Write out the records that follow with every word intact.

# # # # #

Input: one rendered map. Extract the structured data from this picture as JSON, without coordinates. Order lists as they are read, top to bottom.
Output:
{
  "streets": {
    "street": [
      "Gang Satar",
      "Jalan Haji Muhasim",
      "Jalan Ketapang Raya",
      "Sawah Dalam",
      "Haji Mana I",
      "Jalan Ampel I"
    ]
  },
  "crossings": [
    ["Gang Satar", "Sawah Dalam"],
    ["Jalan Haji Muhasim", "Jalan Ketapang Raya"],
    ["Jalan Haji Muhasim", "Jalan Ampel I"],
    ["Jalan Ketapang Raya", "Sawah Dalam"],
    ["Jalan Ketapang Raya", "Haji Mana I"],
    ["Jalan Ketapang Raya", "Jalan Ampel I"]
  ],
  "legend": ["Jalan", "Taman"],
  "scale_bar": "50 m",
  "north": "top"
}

# # # # #

* RESULT OF THIS TASK *
Input: one rendered map. Extract the structured data from this picture as JSON, without coordinates. Order lists as they are read, top to bottom.
Output:
{
  "streets": {
    "street": [
      "Gang Satar",
      "Jalan Haji Muhasim",
      "Jalan Ketapang Raya",
      "Sawah Dalam",
      "Haji Mana I",
      "Jalan Ampel I"
    ]
  },
  "crossings": [
    ["Gang Satar", "Sawah Dalam"],
    ["Jalan Haji Muhasim", "Jalan Ketapang Raya"],
    ["Jalan Haji Muhasim", "Jalan Ampel I"],
    ["Jalan Ketapang Raya", "Sawah Dalam"],
    ["Jalan Ketapang Raya", "Haji Mana I"],
    ["Jalan Ketapang Raya", "Jalan Ampel I"]
  ],
  "legend": ["Jalan", "Taman"],
  "scale_bar": "50 m",
  "north": "top"
}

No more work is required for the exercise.